Problem details: Search the data below for the string "Place" and copy all lines where it shows up.

Input data:
# # # # # # #

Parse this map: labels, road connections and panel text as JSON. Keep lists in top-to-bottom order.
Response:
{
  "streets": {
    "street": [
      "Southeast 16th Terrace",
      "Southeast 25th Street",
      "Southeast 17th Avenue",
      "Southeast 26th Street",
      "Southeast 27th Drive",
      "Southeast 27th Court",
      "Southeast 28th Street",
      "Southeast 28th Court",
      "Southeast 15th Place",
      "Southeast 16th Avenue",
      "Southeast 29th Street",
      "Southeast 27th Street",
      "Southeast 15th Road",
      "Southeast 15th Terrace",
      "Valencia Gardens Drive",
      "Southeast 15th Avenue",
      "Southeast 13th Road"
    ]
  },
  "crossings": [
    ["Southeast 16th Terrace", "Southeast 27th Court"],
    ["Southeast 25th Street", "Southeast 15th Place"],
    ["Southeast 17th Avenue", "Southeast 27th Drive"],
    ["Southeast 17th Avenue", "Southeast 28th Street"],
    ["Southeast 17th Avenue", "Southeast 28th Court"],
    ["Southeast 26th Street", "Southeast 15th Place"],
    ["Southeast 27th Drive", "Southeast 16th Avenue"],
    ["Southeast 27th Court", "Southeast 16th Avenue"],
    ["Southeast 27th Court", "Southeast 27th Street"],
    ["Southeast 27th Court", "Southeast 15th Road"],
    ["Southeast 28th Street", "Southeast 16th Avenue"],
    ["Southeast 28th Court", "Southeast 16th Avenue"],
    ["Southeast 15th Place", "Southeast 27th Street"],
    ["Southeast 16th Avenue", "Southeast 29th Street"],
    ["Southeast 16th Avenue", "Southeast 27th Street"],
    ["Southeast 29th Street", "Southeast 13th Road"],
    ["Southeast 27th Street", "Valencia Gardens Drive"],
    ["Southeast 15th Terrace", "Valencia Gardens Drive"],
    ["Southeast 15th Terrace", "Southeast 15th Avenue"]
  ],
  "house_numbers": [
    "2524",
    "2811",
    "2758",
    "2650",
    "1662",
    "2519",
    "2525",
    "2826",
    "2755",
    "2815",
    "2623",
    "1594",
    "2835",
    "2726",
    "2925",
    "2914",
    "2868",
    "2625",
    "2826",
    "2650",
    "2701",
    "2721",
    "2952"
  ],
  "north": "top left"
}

# # # # # # #

Expected answer:
      "Southeast 15th Place",
    ["Southeast 25th Street", "Southeast 15th Place"],
    ["Southeast 26th Street", "Southeast 15th Place"],
    ["Southeast 15th Place", "Southeast 27th Street"],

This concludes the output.